CHIEFDOMS IN THE AMAZONIAN FLOODPLAIN

There has been a heated debate for years over the existence of chiefdoms in pre-Columbian Amazonia (Carneiro 1995; Drennan 1995; Heckenberger 2003; Lathrap 1968a, 1970a; Meggers 1993-1995; Neves 1999; Roosevelt 1980, 1991b, 1999; Stahl 2002; Viveiros de Castro 1996; Whitehead 1994). If they were indeed chiefdoms, how was power financed and transmitted? Where were the political boundaries among these polities and how did they change over time? What was the role of warfare, long-distance trade and labor exploitation in the constitution of these social formations? Finally, how were hierarchies materialized in groups of objects and monumental architecture? Surveying the academic exchange, it is fair to state that the debate has been based on scant archaeological data, a few sixteenth and seventeenth century reports, and a lot of speculation. This is no one’s fault for the underdevelopment of Amazonian archaeology leaves room for it. New data from several areas where intensive research has been conducted during the last ten years, some of it yet not fully published, provides a basis for the construction of a model that moves away from typological discussion in terms of old evolutionary stages.

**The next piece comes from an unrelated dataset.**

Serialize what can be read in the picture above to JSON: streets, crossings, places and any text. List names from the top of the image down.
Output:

This new scenario is based on the premise that late pre-colonial societies of the Amazonian floodplain were cyclical, with alternating periods of political centralization and

Decentralization, the latter inferred from events of settlement abandonment and regional population decline. For instance, in the early sixteenth century AD, there was, in the Santarem area, what seems to have been a highly centralized chiefdom based on longdistance trade (Nimuendaju 2004), intensive agriculture (Woods and McCann 1999), and the production and circulation of sophisticated pottery (Gomes 2002) centered around a quasi-urban settlement (Roosevelt 1999). Something similar seems to have happened in the upper Xingu as well, far away from the main Amazonian floodplain (Heckenberger 2005).

In other areas, such as Marajo Island, the peak of political centralization, represented by mound building, happened earlier, around the eleventh and twelfth centuries AD. By the early sixteenth century AD, the social formation that generated the mounds had already collapsed.

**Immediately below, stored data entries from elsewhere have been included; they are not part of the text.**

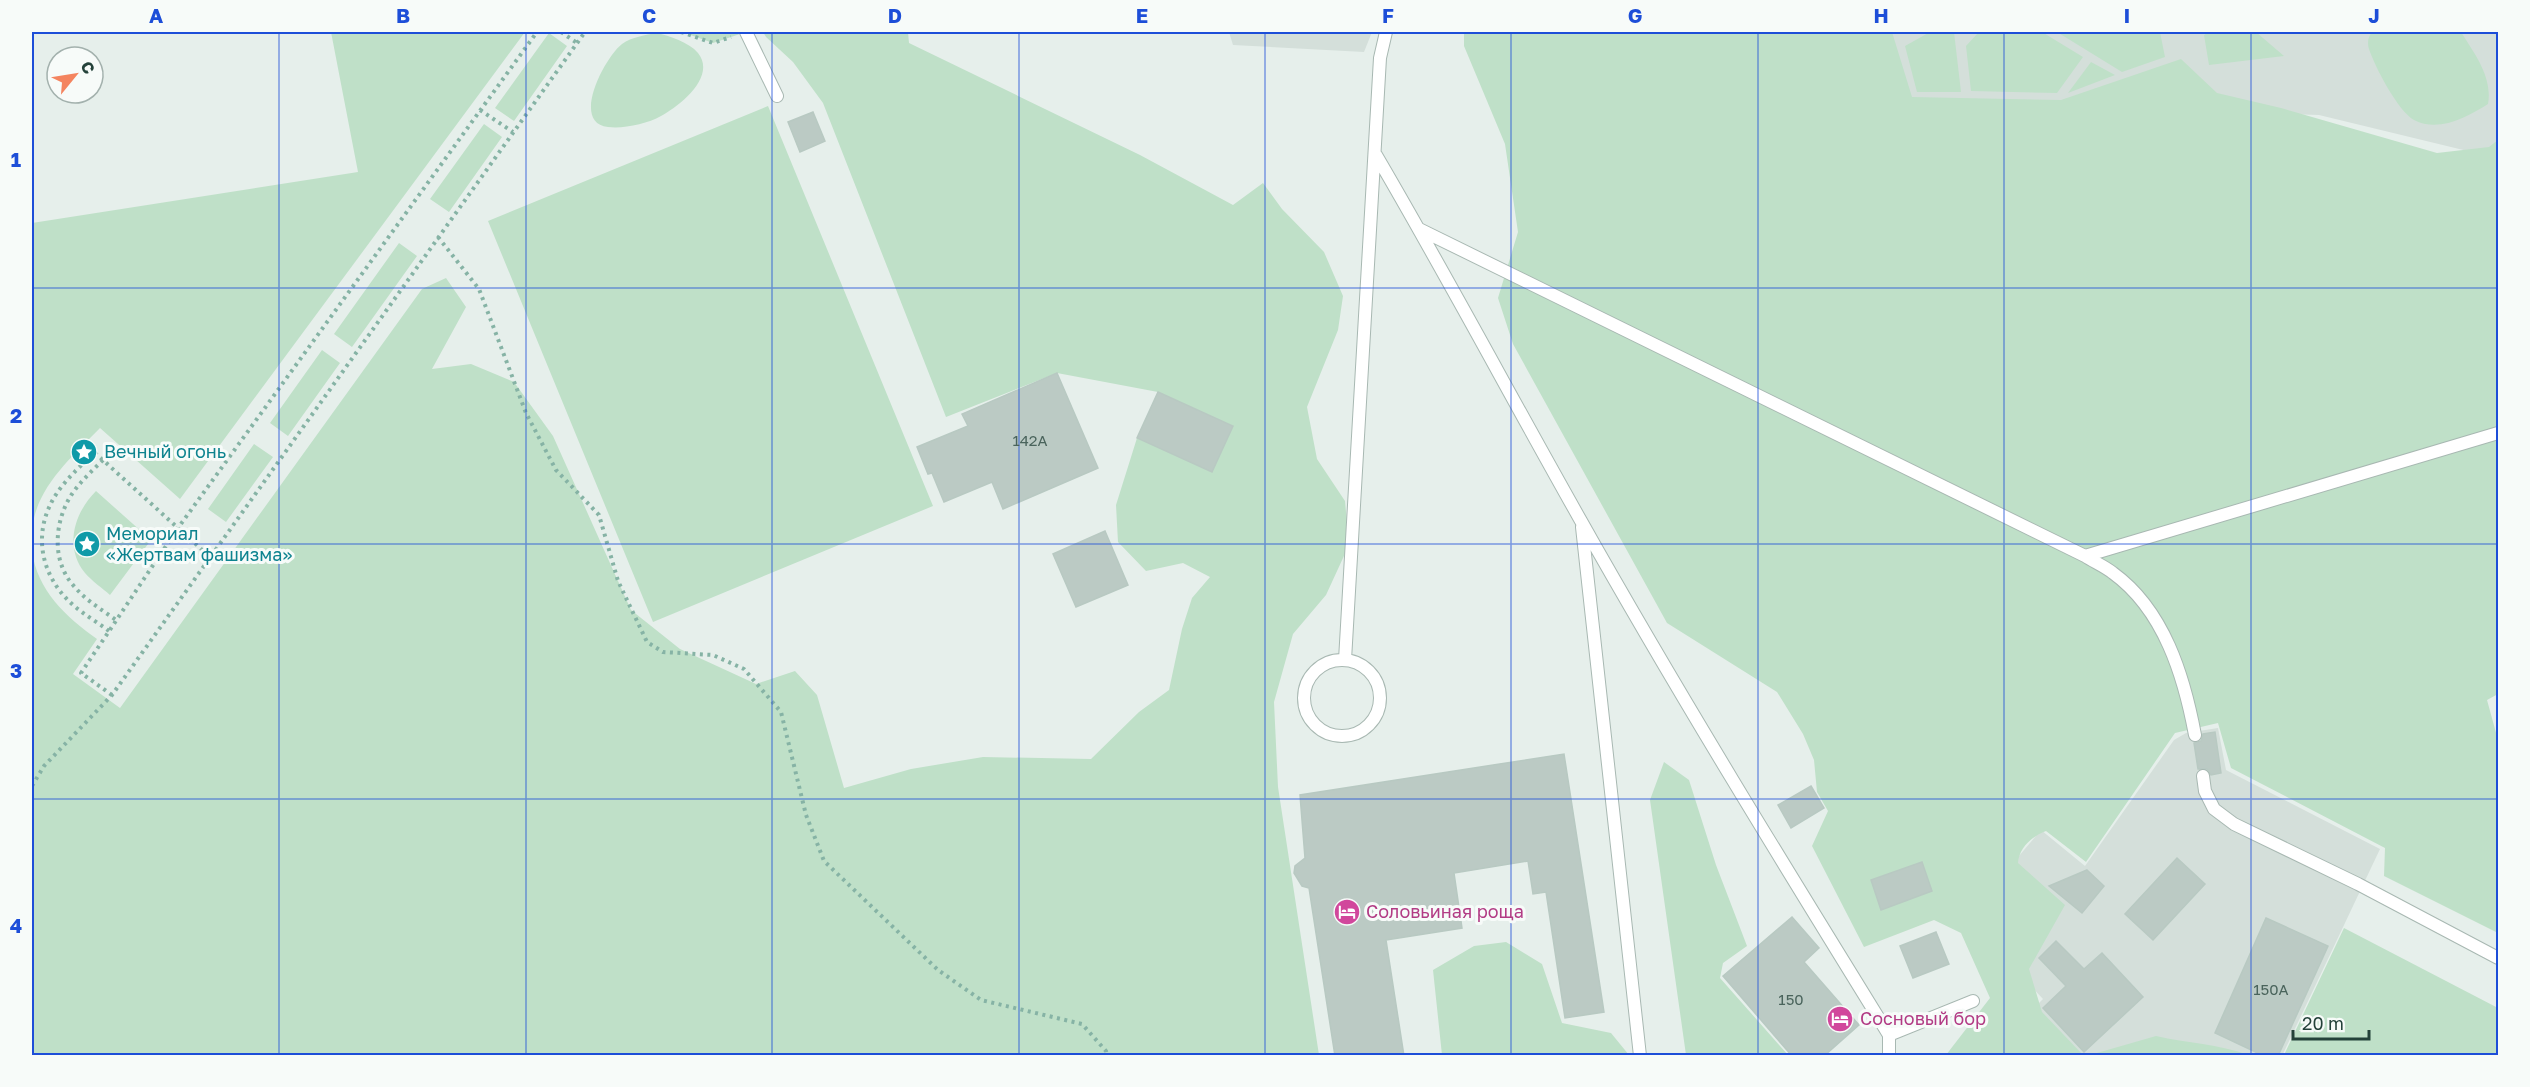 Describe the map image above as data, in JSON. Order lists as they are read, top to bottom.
{
  "places": {
    "place": ["Вечный огонь", "Мемориал «Жертвам фашизма»"],
    "hotel": ["Соловьиная роща", "Сосновый бор"]
  },
  "house_numbers": ["142А", "150А", "150"],
  "scale_bar": "20 m",
  "north": "top right",
  "grid": {
    "columns": [
      "A",
      "B",
      "C",
      "D",
      "E",
      "F",
      "G",
      "H",
      "I",
      "J"
    ],
    "rows": [
      "1",
      "2",
      "3",
      "4"
    ]
  }
}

On the other hand, along the Guianese shore evidence of political centralization that might be compatible with chiefly social formations is lacking: settlements were not large, they were occupied for short intervals and there is no sign of settlement hierarchy or monumental architecture (Boomert 2004; Rostain and Versteeg 2004).

A closer look at the archaeology of the central Amazon may help to better understand these cycling processes. Research verifies that the peak of population density and human occupation happened from the fifth to the eleventh centuries AD (Neves 2005; Neves and Petersen 2006). During this time, large and dense sedentary occupations generated the anthropogenic dark soils (ADEs) associated with artificial mounds. After this interval archaeological sites get smaller, with good evidence for short occupation spans. This process of change, also marked by the constructions of defensive structures, such as moats around sites, is probably associated with the beginning of Polychrome Tradition occupations in the area (Neves 2006). Interestingly, some of the abandoned sites are located in very productive settings, such as high bluffs overlooking the fertile Amazonian floodplain, but they were only scantily, if ever, reoccupied after the eleventh century AD (Neves and Petersen 2006).